NAACP wants data on minority hiring

March 31st, 2011 in News

Document: NAACP?s letter to the county

NAACP?s letter to the county

The Chattanooga-Hamilton County NAACP is asking the county and city for information on the number of blacks hired by companies that have received tax breaks.

NAACP President Valoria Armstrong wrote a letter to Hamilton County Mayor Jim Coppinger and sent copies to Chattanooga Mayor Ron Littlefield, City Council Chairman Manny Rico, County Commission Chairman Larry Henry and Gloria Jean Sweet-Love, president of the Tennessee National Association for the Advancement of Colored People.

The letter requests information under the Tennessee Open Records Act.

"Many people feel strongly that there is widespread employment discrimination in our area and if allowed to continue will further weaken our community," Armstrong wrote.

The county and city use tax breaks known as payment-in-lieu-of-taxes agreements to lure businesses such as Volkswagen.

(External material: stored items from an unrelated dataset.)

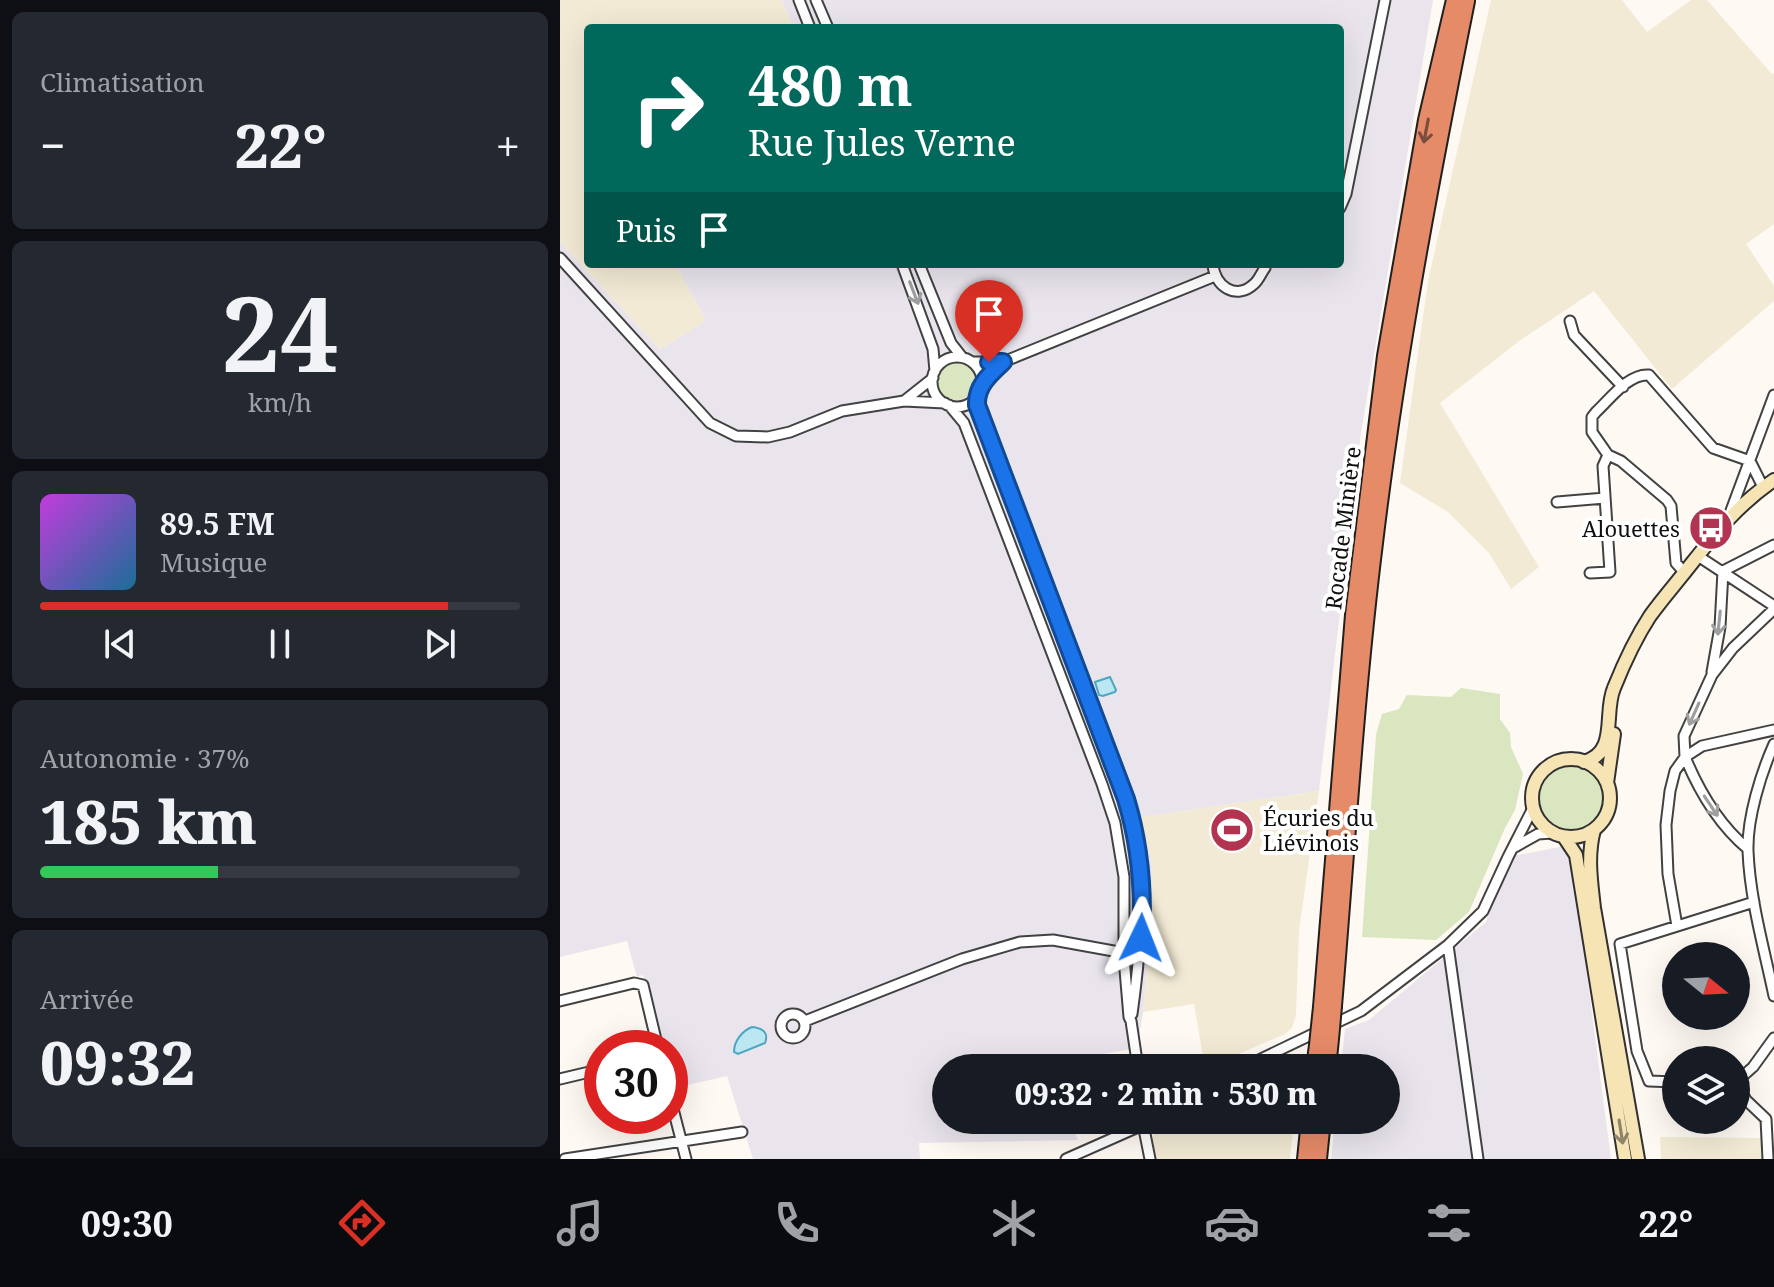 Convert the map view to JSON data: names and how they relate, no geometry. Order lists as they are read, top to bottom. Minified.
{"streets":{"highway":["Rocade Minière"]},"places":{"bus stop":["Alouettes"],"sports":["Écuries du Liévinois"]},"north":"right","page":{"tile":["Climatisation",["24","km/h"],["Autonomie · 37%","185 km"],["Arrivée","09:32"]],"turn":["480 m","Rue Jules Verne"],"heat":["−","22°","+"],"then":"Puis","song":["89.5 FM","Musique"],"limit":"30","trip":"09:32 · 2 min · 530 m","tabs":["09:30","22°"]}} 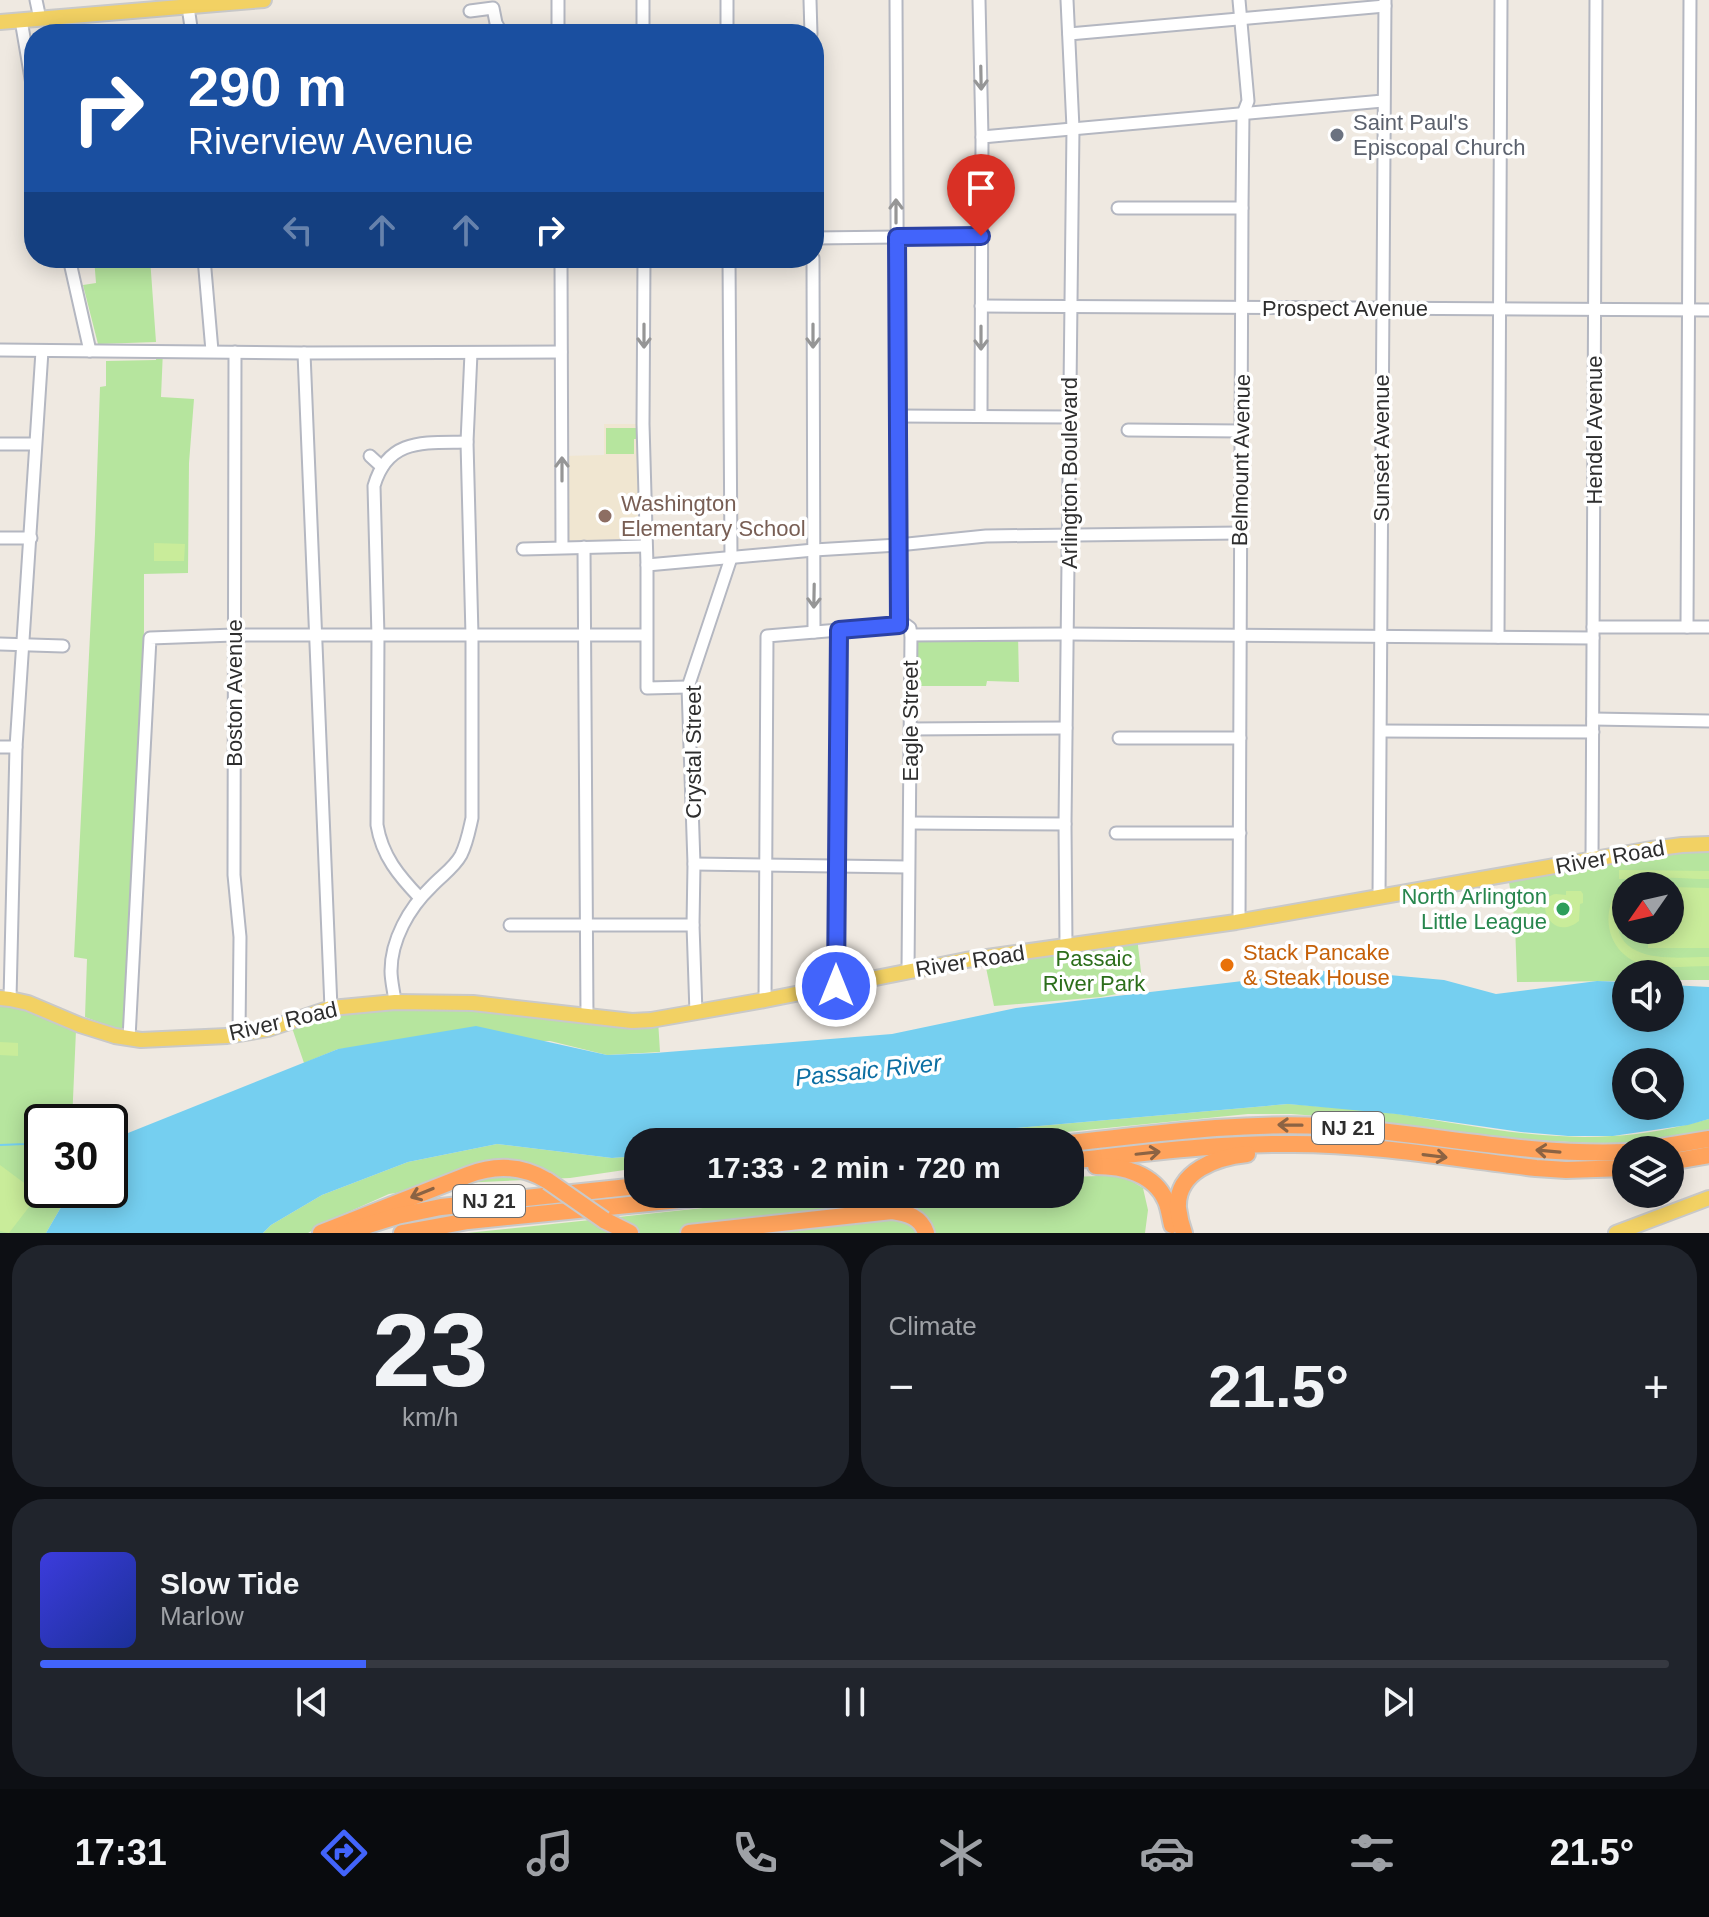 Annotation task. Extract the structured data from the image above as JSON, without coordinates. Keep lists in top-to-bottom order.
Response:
{
  "streets": {
    "highway": ["NJ 21"],
    "main road": ["River Road"],
    "street": [
      "Prospect Avenue",
      "Hendel Avenue",
      "Sunset Avenue",
      "Belmount Avenue",
      "Arlington Boulevard",
      "Boston Avenue",
      "Eagle Street",
      "Crystal Street"
    ]
  },
  "crossings": [
    ["Prospect Avenue", "Hendel Avenue"],
    ["Prospect Avenue", "Sunset Avenue"],
    ["Prospect Avenue", "Belmount Avenue"],
    ["Prospect Avenue", "Arlington Boulevard"],
    ["Hendel Avenue", "River Road"],
    ["Sunset Avenue", "River Road"],
    ["Belmount Avenue", "River Road"],
    ["Arlington Boulevard", "River Road"],
    ["Boston Avenue", "River Road"],
    ["Eagle Street", "River Road"],
    ["Crystal Street", "River Road"]
  ],
  "water": ["Passaic River"],
  "parks": ["Passaic River Park"],
  "places": [
    "Saint Paul's Episcopal Church",
    "Washington Elementary School",
    "North Arlington Little League",
    "Stack Pancake & Steak House"
  ],
  "north": "bottom left",
  "page": {
    "turn": ["290 m", "Riverview Avenue"],
    "limit": "30",
    "trip": "17:33 · 2 min · 720 m",
    "tile": [
      ["23", "km/h"],
      "Climate"
    ],
    "heat": ["−", "21.5°", "+"],
    "song": ["Slow Tide", "Marlow"],
    "tabs": ["17:31", "21.5°"]
  }
} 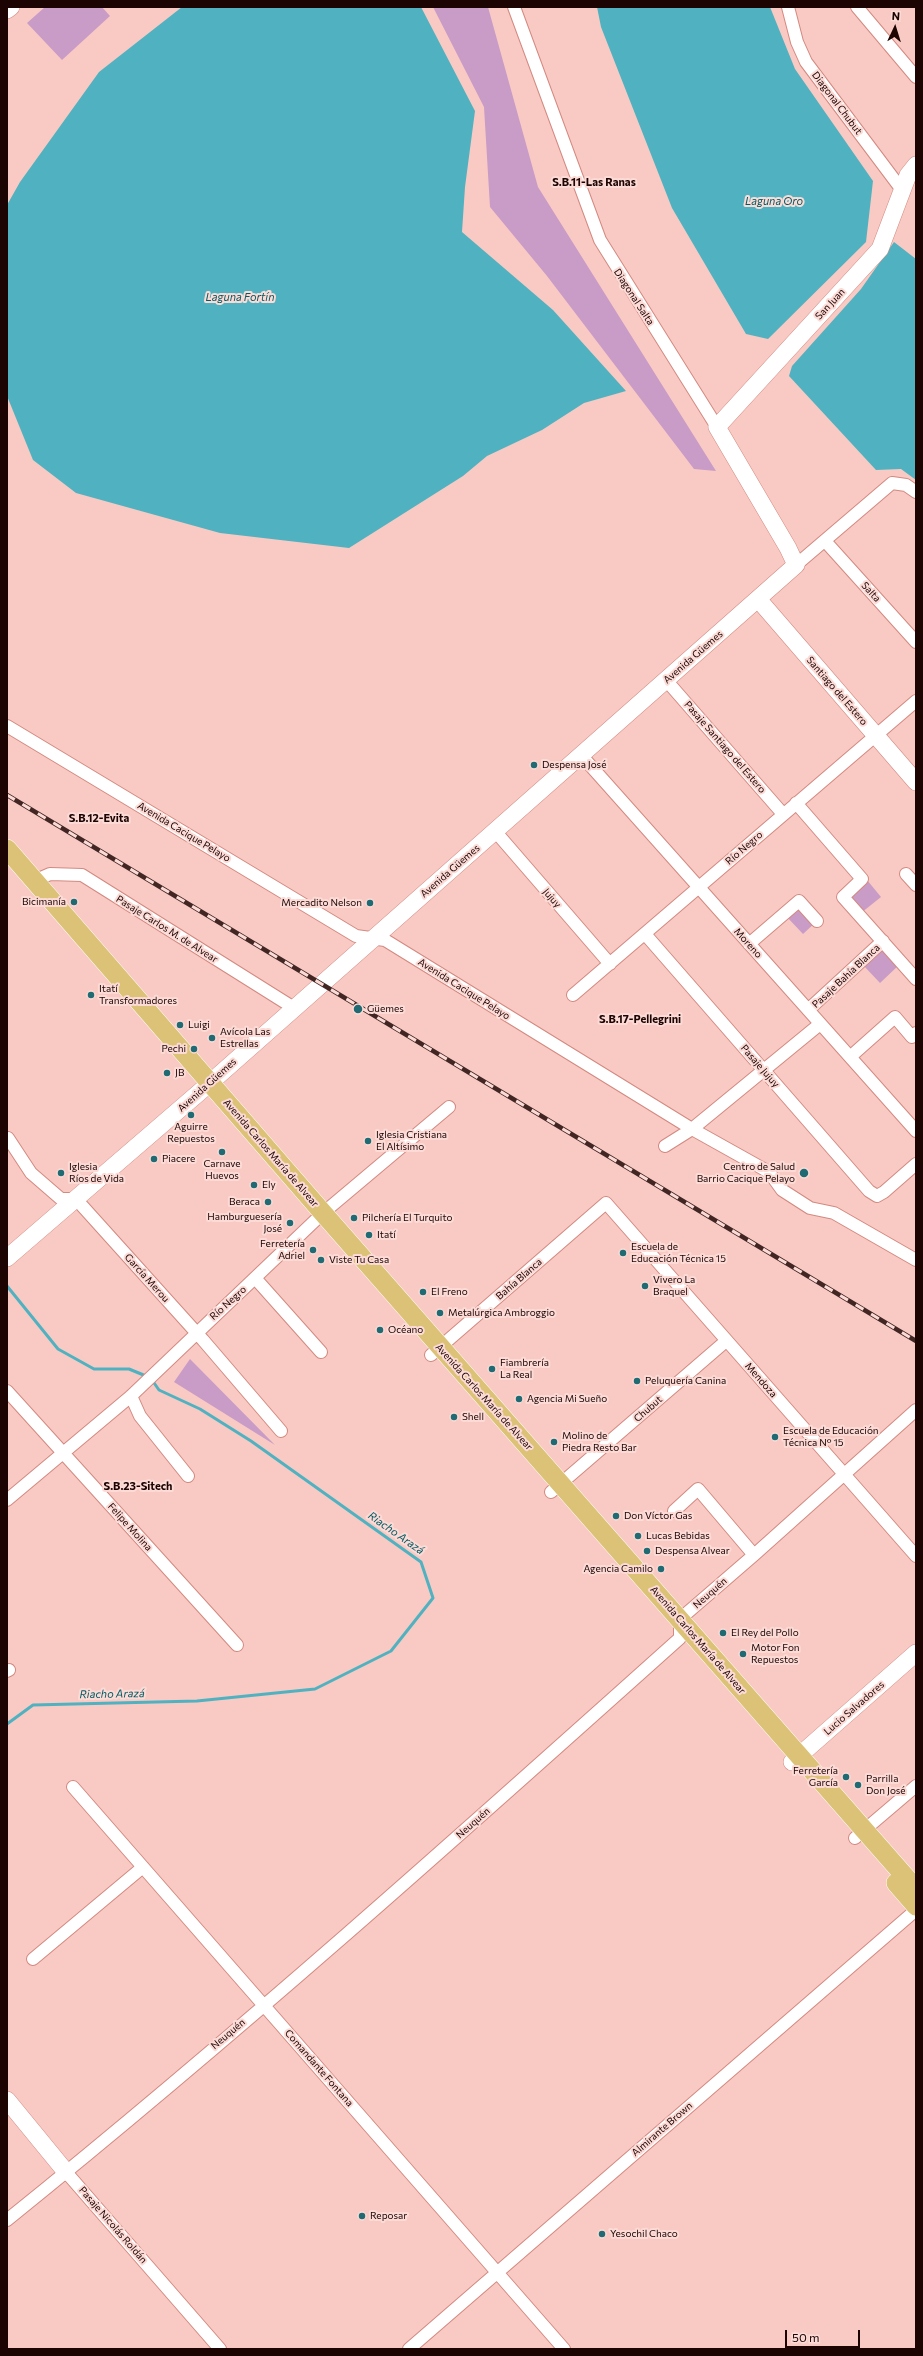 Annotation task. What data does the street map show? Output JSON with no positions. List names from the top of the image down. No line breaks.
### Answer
{"streets":{"main road":["Avenida Carlos María de Alvear"],"street":["Diagonal Chubut","Diagonal Salta","San Juan","Salta","Avenida Güemes","Santiago del Estero","Pasaje Santiago del Estero","Avenida Cacique Pelayo","Río Negro","Jujuy","Pasaje Carlos M. de Alvear","Moreno","Pasaje Bahía Blanca","Pasaje Jujuy","García Merou","Bahía Blanca","Mendoza","Chubut","Felipe Molina","Neuquén","Lucio Salvadores","Comandante Fontana","Almirante Brown","Pasaje Nicolás Roldán"]},"crossings":[["Diagonal Chubut","San Juan"],["Diagonal Salta","San Juan"],["Diagonal Salta","Avenida Güemes"],["Salta","Avenida Güemes"],["Avenida Güemes","Santiago del Estero"],["Avenida Güemes","Pasaje Santiago del Estero"],["Avenida Güemes","Avenida Cacique Pelayo"],["Avenida Güemes","Jujuy"],["Avenida Güemes","Pasaje Carlos M. de Alvear"],["Avenida Güemes","Moreno"],["Avenida Güemes","Avenida Carlos María de Alvear"],["Avenida Güemes","García Merou"],["Santiago del Estero","Río Negro"],["Pasaje Santiago del Estero","Río Negro"],["Río Negro","Jujuy"],["Río Negro","Moreno"],["Río Negro","Pasaje Jujuy"],["Río Negro","Avenida Carlos María de Alvear"],["Río Negro","García Merou"],["Río Negro","Felipe Molina"],["Pasaje Carlos M. de Alvear","Avenida Carlos María de Alvear"],["Moreno","Pasaje Bahía Blanca"],["Avenida Carlos María de Alvear","Bahía Blanca"],["Avenida Carlos María de Alvear","Chubut"],["Avenida Carlos María de Alvear","Neuquén"],["Avenida Carlos María de Alvear","Lucio Salvadores"],["Bahía Blanca","Mendoza"],["Mendoza","Chubut"],["Mendoza","Neuquén"],["Neuquén","Comandante Fontana"],["Neuquén","Pasaje Nicolás Roldán"],["Comandante Fontana","Almirante Brown"]],"districts":["S.B.11-Las Ranas","S.B.12-Evita","S.B.17-Pellegrini","S.B.23-Sitech"],"water":["Laguna Oro","Laguna Fortín","Riacho Arazá"],"places":["Despensa José","Bicimanía","Mercadito Nelson","Itatí Transformadores","Güemes","Luigi","Avícola Las Estrellas","Pechi","JB","Aguirre Repuestos","Iglesia Cristiana El Altísimo","Carnave Huevos","Piacere","Iglesia Ríos de Vida","Centro de Salud Barrio Cacique Pelayo","Ely","Beraca","Pilchería El Turquito","Hamburguesería José","Itatí","Ferretería Adriel","Escuela de Educación Técnica 15","Viste Tu Casa","Vivero La Braquel","El Freno","Metalúrgica Ambroggio","Océano","Fiambrería La Real","Peluquería Canina","Agencia Mi Sueño","Shell","Escuela de Educación Técnica N° 15","Molino de Piedra Resto Bar","Don Víctor Gas","Lucas Bebidas","Despensa Alvear","Agencia Camilo","El Rey del Pollo","Motor Fon Repuestos","Ferretería García","Parrilla Don José","Reposar","Yesochil Chaco"],"scale_bar":"50 m","north":"top"}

Hamilton County Attorney Rheubin Taylor said he forwarded the request to the Urban League of Greater Chattanooga, which he said is under contract to provide the information to the county. Urban League officials could not be reached for comment Wednesday.

Henry said he's seen the letter but isn't sure if the county can provide the information the NAACP is looking for.

"I've been out to Volks-wagen quite a bit," Henry said. "They've got a fair share of minorities working out there. I don't think it's really an issue we should be concerned about."

Asked for comment, Volkswagen spokesman Scott Wilson sent a statement Wednesday night:

"While Volkswagen Chattanooga is still in the process of hiring, minorities make up 24 percent of our current production work force. We are proud that our hiring practices ensure fairness and are pleased that our work force reflects the community in which we live and work."

Commissioner Greg Beck said he'd heard the NAACP might be requesting information, but said his current focus is fighting crime.

He added that the issue might be worth investigating.

Coppinger said companies are encouraged to hire minorities, but added, "at the end of the day, they have the right to hire the people they're going to hire."